- To do
Filter the records below for the word "サクラテック橋本". Copy each line that holds it.

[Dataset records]
┏━━

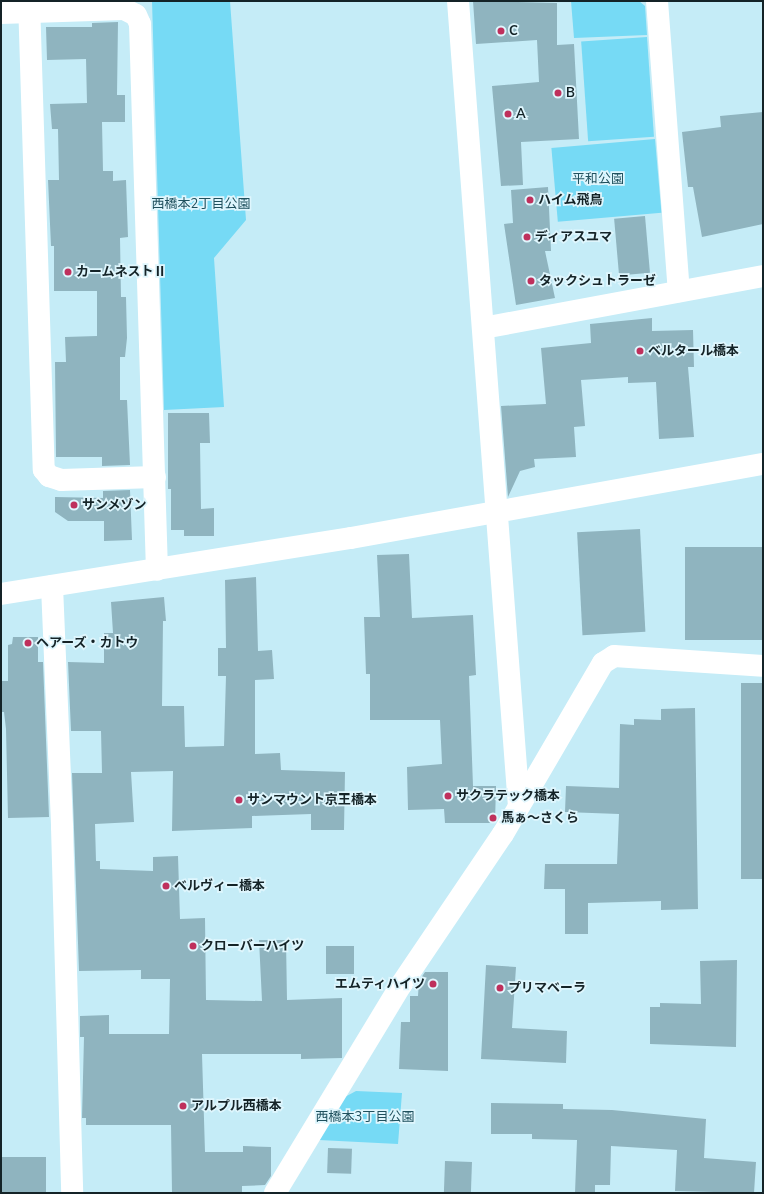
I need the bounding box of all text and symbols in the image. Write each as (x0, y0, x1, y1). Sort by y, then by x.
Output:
place label: C (509, 23, 518, 39)
marker: C (496, 26, 506, 36)
place label: B (566, 85, 575, 101)
marker: B (553, 88, 563, 98)
place label: A (516, 106, 526, 122)
marker: A (503, 109, 513, 119)
park label: 平和公園 (572, 171, 624, 187)
place label: ハイム飛鳥 (538, 192, 603, 208)
marker: ハイム飛鳥 (525, 195, 535, 205)
park label: 西橋本2丁目公園 (152, 196, 250, 212)
place label: ディアスユマ (535, 229, 613, 245)
marker: ディアスユマ (522, 232, 532, 242)
place label: カームネストⅡ (76, 264, 167, 280)
marker: カームネストⅡ (63, 267, 73, 277)
place label: タックシュトラーゼ (539, 273, 656, 289)
marker: タックシュトラーゼ (526, 276, 536, 286)
place label: ベルタール橋本 (648, 343, 739, 359)
marker: ベルタール橋本 (635, 346, 645, 356)
place label: サンメゾン (82, 497, 147, 513)
marker: サンメゾン (69, 500, 79, 510)
place label: ヘアーズ・カトウ (36, 635, 139, 651)
marker: ヘアーズ・カトウ (23, 638, 33, 648)
place label: サクラテック橋本 (456, 788, 560, 804)
marker: サクラテック橋本 (443, 791, 453, 801)
place label: サンマウント京王橋本 (247, 792, 377, 808)
marker: サンマウント京王橋本 (234, 795, 244, 805)
place label: 馬ぁ～さくら (501, 810, 579, 826)
marker: 馬ぁ～さくら (488, 813, 498, 823)
place label: ベルヴィー橋本 (174, 878, 265, 894)
marker: ベルヴィー橋本 (161, 881, 171, 891)
place label: クローバーハイツ (201, 938, 305, 954)
marker: クローバーハイツ (188, 941, 198, 951)
place label: エムティハイツ (334, 976, 425, 992)
marker: エムティハイツ (428, 979, 438, 989)
place label: プリマベーラ (508, 980, 586, 996)
marker: プリマベーラ (495, 983, 505, 993)
place label: アルプル西橋本 (191, 1098, 282, 1114)
marker: アルプル西橋本 (178, 1101, 188, 1111)
park label: 西橋本3丁目公園 (316, 1109, 414, 1125)

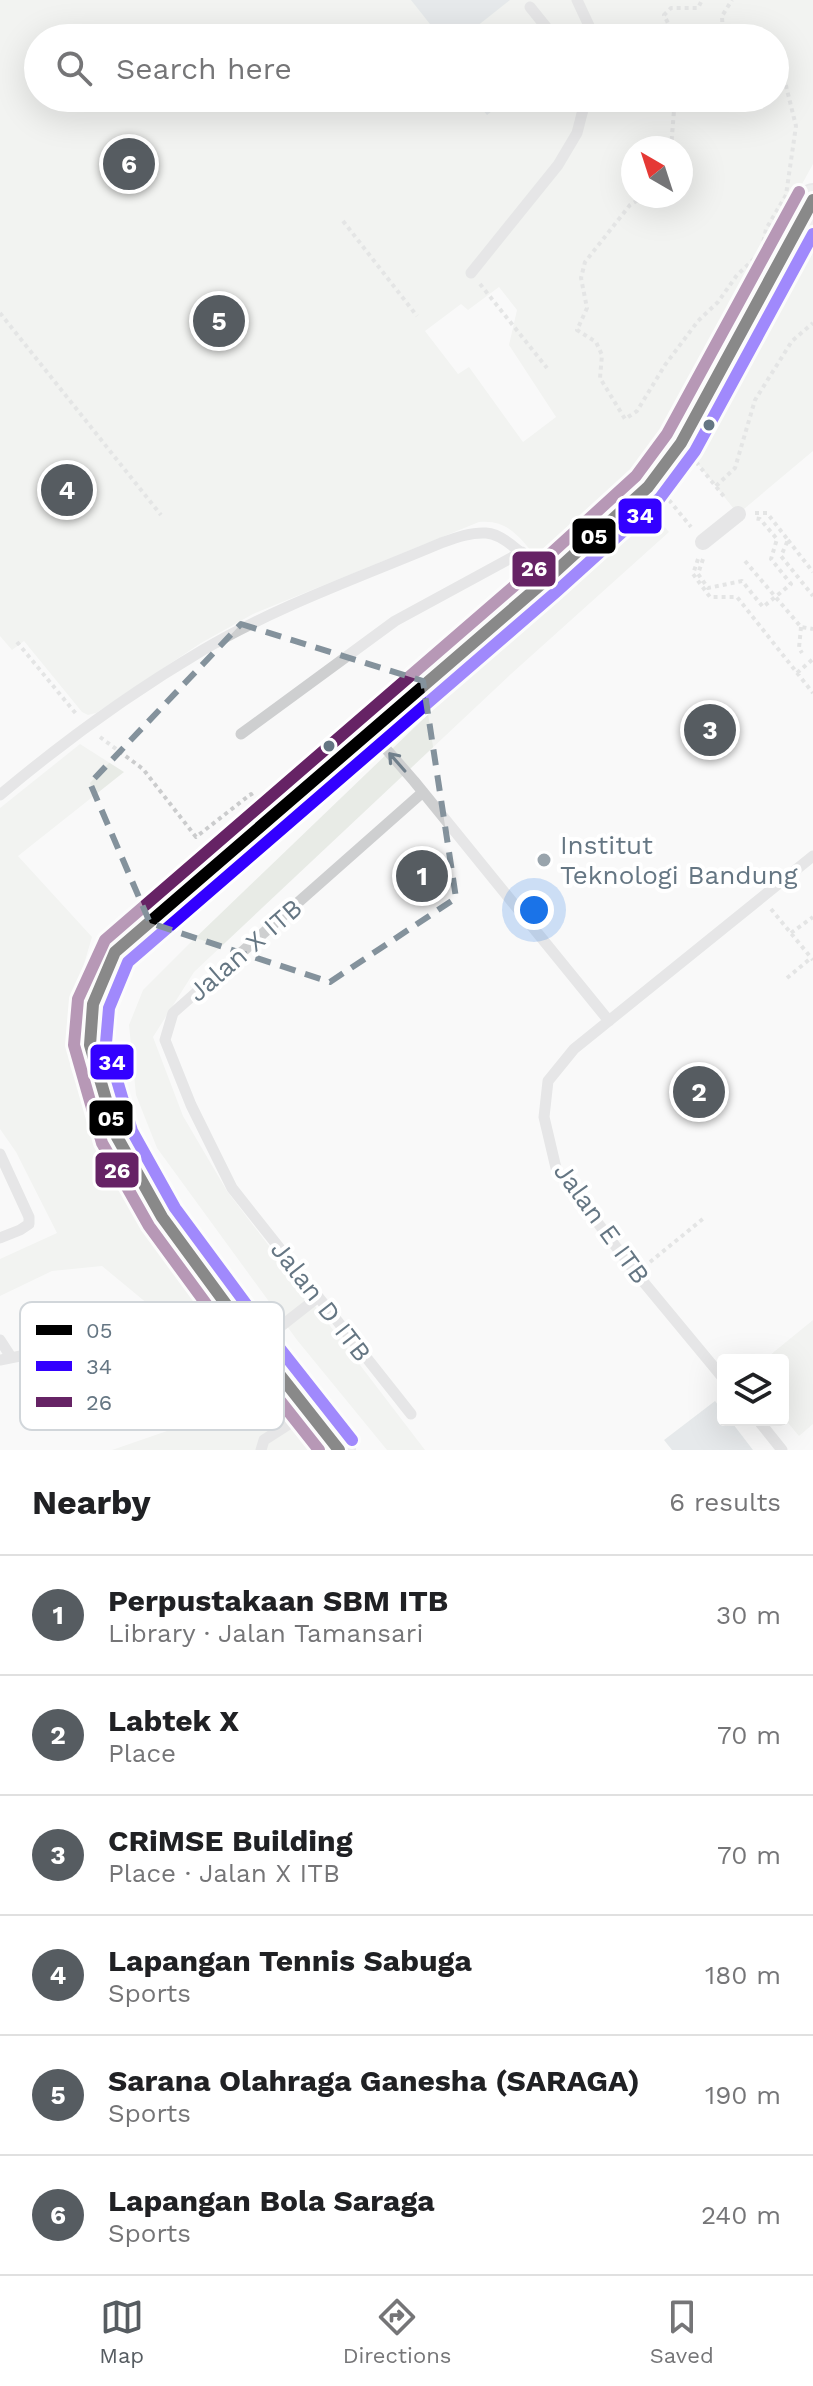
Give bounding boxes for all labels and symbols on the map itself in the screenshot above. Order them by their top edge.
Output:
pin: 6 [103,134,155,194]
north arrow [621,136,693,208]
pin: 5 [193,291,245,351]
unlabelled marker [701,417,717,433]
pin: 4 [41,460,93,520]
line badge: 34 [617,497,663,535]
text: 34 [626,503,654,528]
line badge: 05 [571,517,617,555]
text: 05 [581,524,607,549]
line badge: 26 [511,550,557,588]
text: 26 [521,556,547,581]
pin: 3 [684,700,736,760]
unlabelled marker [321,738,337,754]
one-way arrow [388,752,406,772]
place label: Institut Teknologi Bandung [560,830,798,890]
pin: 1 [396,846,448,906]
marker: Institut Teknologi Bandung [535,851,553,869]
your location [514,890,554,930]
street label: Jalan X ITB [182,892,308,1008]
line badge: 34 [89,1043,135,1081]
text: 34 [98,1050,126,1075]
pin: 2 [673,1062,725,1122]
line badge: 05 [88,1099,134,1137]
text: 05 [98,1106,124,1131]
line badge: 26 [94,1151,140,1189]
street label: Jalan E ITB [548,1157,656,1289]
text: 26 [104,1158,130,1183]
street label: Jalan D ITB [265,1235,377,1367]
legend [20,1302,284,1430]
text: 05 [86,1318,113,1343]
text: 34 [86,1354,112,1379]
text: 26 [86,1390,112,1415]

┗━━

- Response to the exercise
place label: サクラテック橋本 (456, 788, 560, 804)
marker: サクラテック橋本 (443, 791, 453, 801)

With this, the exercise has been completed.